Symbolically, we track it through , , , , and any auxiliary state used by the algorithm.
Examples:
- A small synthetic quadratic where Bayesian optimization can be computed directly and compared with theory.
- A logistic-regression or softmax objective where Bayesian optimization affects optimization but the model remains interpretable.
- A transformer training diagnostic where Bayesian optimization appears through gradient norms, update norms, curvature, or validation loss.
Non-examples:
- Treating Bayesian optimization as a hyperparameter recipe without checking the objective assumptions.
- Inferring global behavior from one noisy minibatch when the section requires a population or full-batch statement.
Useful formula:
Proof sketch or reasoning pattern:
Start with the local model around , isolate the term involving Bayesian optimization, and use the section assumptions to bound the change in objective value. If the assumption is geometric, the proof turns a picture into an inequality. If the assumption is stochastic, the proof takes conditional expectation before applying the bound. If the assumption is algorithmic, the proof checks that the proposed update is a descent, projection, or preconditioning step. This pattern is reusable across optimization theory.
Implementation consequence:
- Log a metric that makes Bayesian optimization visible; otherwise a training run can fail while the scalar loss hides the cause.
- Compare the measured update with the mathematical update below before blaming data or architecture.
- Keep units straight: parameter norm, gradient norm, update norm, objective value, and validation metric are different objects.
Diagnostic questions:
- Which assumption about Bayesian optimization is most fragile in the current training setup?
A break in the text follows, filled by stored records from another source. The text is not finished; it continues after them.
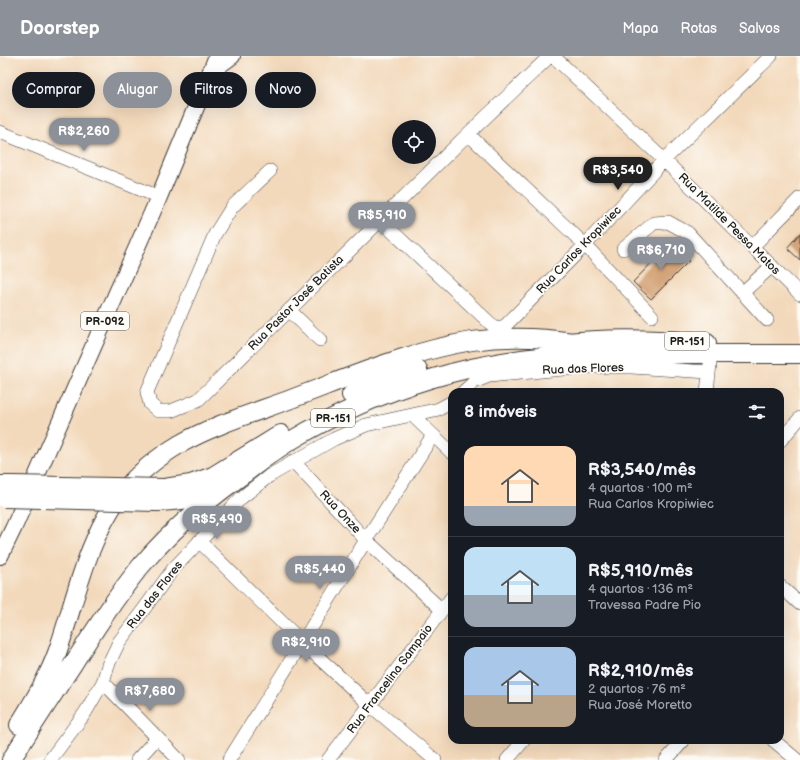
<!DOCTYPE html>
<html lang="pt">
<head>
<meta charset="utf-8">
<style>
  body { margin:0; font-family:"Balsamiq Sans",sans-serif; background:#242831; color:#f1f3f6; height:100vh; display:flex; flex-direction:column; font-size:15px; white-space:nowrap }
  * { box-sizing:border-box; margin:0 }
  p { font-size:13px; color:#9ea1a6 }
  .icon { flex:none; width:22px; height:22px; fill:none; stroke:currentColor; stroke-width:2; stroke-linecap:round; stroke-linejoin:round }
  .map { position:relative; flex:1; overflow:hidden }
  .sheet { position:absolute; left:448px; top:332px; width:336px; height:356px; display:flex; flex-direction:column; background:#171b24; border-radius:12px; box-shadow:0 4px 16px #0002 }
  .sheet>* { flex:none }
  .banner { position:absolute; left:12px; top:16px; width:376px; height:36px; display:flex; gap:8px }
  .fabs { position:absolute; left:392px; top:64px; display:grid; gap:8px }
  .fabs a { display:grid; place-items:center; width:44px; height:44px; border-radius:50%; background:#171b24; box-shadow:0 4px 16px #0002; font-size:20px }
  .price { position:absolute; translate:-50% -34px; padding:0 9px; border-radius:14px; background:#8c9099; color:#fff; font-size:13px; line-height:26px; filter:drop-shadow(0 1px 2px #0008) }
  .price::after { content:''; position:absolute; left:50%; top:24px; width:12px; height:9px; margin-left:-6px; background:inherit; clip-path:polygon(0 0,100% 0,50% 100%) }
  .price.selected { background:#222; color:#fff }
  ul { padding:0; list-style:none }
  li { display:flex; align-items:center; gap:12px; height:100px; padding:0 16px }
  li+li { border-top:1px solid #363941 }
  li span { display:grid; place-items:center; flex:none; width:112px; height:80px; border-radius:12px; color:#555 }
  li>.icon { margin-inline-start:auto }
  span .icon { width:48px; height:48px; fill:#fffc; stroke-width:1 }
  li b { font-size:17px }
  h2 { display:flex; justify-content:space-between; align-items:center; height:48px; padding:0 16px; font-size:17px }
  .pill { padding:0 14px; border-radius:18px; background:#171b24; box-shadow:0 4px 16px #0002; font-size:14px; line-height:36px }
  .pill.selected { background:#8c9099; color:#fff }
  header { display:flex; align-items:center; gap:24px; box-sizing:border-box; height:56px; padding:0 20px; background:#8c9099; color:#fff }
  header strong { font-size:19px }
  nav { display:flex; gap:22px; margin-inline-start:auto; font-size:14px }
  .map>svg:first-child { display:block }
  .building { fill:#d4a57a }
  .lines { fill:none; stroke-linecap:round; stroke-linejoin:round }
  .minor-casing { stroke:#3c3834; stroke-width:14 }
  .major-casing { stroke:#3c3834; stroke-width:18 }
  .highway-casing { stroke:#3c3834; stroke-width:20 }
  .minor { stroke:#fff; stroke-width:13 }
  .major { stroke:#fff; stroke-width:16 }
  .highway { stroke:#fff; stroke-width:18 }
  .highway-bridge-casing { stroke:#3c3834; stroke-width:20; stroke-linecap:butt }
  .highway-bridge { stroke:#fff; stroke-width:18 }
  .labels { text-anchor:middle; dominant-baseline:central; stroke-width:3.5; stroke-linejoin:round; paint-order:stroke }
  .shield { fill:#fdfcf7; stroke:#605f5e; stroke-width:1 }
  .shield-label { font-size:11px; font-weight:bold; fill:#1c1c1c }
  .street-label { font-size:12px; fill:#1c1c1c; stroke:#fdfcf7 }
</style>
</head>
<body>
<header>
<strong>Doorstep</strong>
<nav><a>Mapa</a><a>Rotas</a><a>Salvos</a></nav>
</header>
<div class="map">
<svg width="800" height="704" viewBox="0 0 800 704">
  <rect width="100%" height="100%" fill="#fdfcf7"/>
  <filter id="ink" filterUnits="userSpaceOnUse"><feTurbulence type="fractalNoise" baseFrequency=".025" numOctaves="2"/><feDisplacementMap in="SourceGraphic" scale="8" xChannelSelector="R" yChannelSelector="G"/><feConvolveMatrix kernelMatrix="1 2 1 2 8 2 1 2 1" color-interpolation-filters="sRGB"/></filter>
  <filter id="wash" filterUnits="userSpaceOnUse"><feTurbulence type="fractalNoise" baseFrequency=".012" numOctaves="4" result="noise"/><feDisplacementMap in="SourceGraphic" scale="16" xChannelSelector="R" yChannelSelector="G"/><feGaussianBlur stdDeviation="0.9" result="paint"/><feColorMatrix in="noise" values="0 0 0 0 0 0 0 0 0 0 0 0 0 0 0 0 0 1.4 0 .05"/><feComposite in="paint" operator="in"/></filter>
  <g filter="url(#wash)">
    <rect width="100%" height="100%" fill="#f3d9bb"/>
    <g id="blocks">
      <!-- building -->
      <path class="building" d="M800 177V204L787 192Z
        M671 187 689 205 651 243 633 226Z"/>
    </g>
  </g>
  <g filter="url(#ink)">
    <use href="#blocks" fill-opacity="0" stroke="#3c3834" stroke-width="1"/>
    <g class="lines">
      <!-- minor casing -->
      <g class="minor-casing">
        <path id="minor" d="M553 0 664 104 800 238
          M0 76 159 141
          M468 78 585 189 652 260
          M270 115 232 151 215 178 147 336 150 348 158 355H171L198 344 468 78 550 0
          M380 164 491 268 497 272 505 270 585 189 664 104 771 0
          M752 191 800 142
          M623 193 654 167 668 166 688 177 767 264
          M742 237 772 210
          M289 254 320 284
          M463 336 474 326 489 320 552 314 587 311H631L709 316
          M707 336 710 308
          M412 359 452 397
          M780 385 800 362
          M293 405 366 484 442 554
          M199 485 303 587 370 649 435 704
          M780 530 800 548
          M103 626 179 704
          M773 684 797 704
          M50 704 85 657 103 626 108 609 119 586 144 553 173 513 241 442 269 420 334 383 366 369 439 353 452 346
          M137 704 157 682
          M229 704 366 484 433 379
          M328 704 452 541
          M507 704 524 684
          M666 704 684 684"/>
      </g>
      <!-- major casing -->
      <g class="major-casing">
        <path id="major" d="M213 18 221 8 232 0
          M0 500 14 471 159 141 217 0"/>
      </g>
      <!-- highway casing -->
      <g class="highway-casing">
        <path id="highway" d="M561 287C609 281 659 283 707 287
          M351 339 387 324 418 314
          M0 429H12
          M164 432 191 428 213 420 281 378
          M157 446C177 445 196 444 213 432
          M19 669C33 646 48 622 57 597 76 543 86 485 121 438 137 418 158 401 180 388 213 369 256 356 291 343 350 321 410 295 472 285 506 280 539 281 573 286
          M11 704C31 672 52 640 73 608 94 575 115 542 140 511 170 475 206 445 244 418 260 406 275 394 292 384 379 332 478 302 578 298H800"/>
      </g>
      <!-- minor -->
      <use href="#minor" class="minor"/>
      <!-- major -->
      <use href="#major" class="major"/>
      <!-- highway -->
      <use href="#highway" class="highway"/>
      <!-- highway-bridge casing -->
      <g class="highway-bridge-casing">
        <path id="highway-bridge" d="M12 429 164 432
          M4 442 157 446"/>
      </g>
      <!-- highway-bridge -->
      <use href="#highway-bridge" class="highway-bridge"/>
    </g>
  </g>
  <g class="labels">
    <!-- shield labels -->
    <g class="shield">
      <rect x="81" y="256" width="48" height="18" rx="3"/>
      <rect x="665" y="276" width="44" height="18" rx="3"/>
      <rect x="311" y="353" width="44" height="18" rx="3"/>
    </g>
    <g class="shield-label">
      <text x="105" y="265">PR-092</text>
      <text x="687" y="285">PR-151</text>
      <text x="333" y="362">PR-151</text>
    </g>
    <!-- street labels -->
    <g class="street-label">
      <text transform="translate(729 168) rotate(45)">Rua Matilde Pessa Matos</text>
      <text transform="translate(579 194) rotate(-46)">Rua Carlos Kropiwiec</text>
      <text transform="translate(296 247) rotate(-45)">Rua Pastor José Batista</text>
      <text transform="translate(583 313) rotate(-2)">Rua das Flores</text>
      <text transform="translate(340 456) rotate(47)">Rua Onze</text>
      <text transform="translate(155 539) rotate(-52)">Rua das Flores</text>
      <text transform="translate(390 623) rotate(-53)">Rua Francelina Sampaio</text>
    </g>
  </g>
</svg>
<div class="fabs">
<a><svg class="icon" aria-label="locate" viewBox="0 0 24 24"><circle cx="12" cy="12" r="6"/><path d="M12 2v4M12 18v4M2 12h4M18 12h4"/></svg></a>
</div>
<b class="price" style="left:84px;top:96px">R$2,260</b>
<b class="price selected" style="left:618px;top:135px">R$3,540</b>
<b class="price" style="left:382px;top:180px">R$5,910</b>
<b class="price" style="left:661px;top:215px">R$6,710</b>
<b class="price" style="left:217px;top:484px">R$5,490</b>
<b class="price" style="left:320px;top:534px">R$5,440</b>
<b class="price" style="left:306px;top:607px">R$2,910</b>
<b class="price" style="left:150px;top:656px">R$7,680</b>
<div class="banner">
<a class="pill">Comprar</a>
<a class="pill selected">Alugar</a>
<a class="pill">Filtros</a>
<a class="pill">Novo</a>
</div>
<section class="sheet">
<h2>8 imóveis<svg class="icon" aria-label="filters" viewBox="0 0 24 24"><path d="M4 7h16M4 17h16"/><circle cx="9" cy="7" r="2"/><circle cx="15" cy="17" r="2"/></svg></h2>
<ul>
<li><span style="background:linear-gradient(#ffd9b3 75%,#9aa5b1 0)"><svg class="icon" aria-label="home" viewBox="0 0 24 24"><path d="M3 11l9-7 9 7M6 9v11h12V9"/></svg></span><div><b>R$3,540/mês</b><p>4 quartos · 100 m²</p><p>Rua Carlos Kropiwiec</p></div></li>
<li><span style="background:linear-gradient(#bfe0f5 60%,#9aa5b1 0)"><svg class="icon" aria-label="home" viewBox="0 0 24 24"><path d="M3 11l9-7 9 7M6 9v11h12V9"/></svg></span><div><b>R$5,910/mês</b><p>4 quartos · 136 m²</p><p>Travessa Padre Pio</p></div></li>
<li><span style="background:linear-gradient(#a9c7e8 60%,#b9a48a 0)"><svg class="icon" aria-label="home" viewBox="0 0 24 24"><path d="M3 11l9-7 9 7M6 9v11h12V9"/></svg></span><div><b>R$2,910/mês</b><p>2 quartos · 76 m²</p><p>Rua José Moretto</p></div></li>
</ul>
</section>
</div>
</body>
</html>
- What number would you log to catch the failure one thousand steps before divergence?
AI connection:
- learning-rate, weight-decay, batch-size, and schedule tuning for LLM fine-tuning.
- Hyperband and ASHA for neural architecture and training-budget search.
- Bayesian optimization for expensive, low-dimensional continuous tuning.
- validation leakage prevention in model-selection pipelines.
Local scope boundary: This subsection may reference neighboring material, but the full canonical treatment stays in its own folder. For example, stochastic gradient noise belongs to Stochastic Optimization, external schedule shapes belong to Learning Rate Schedules, and cross-entropy as an information measure belongs to Cross-Entropy.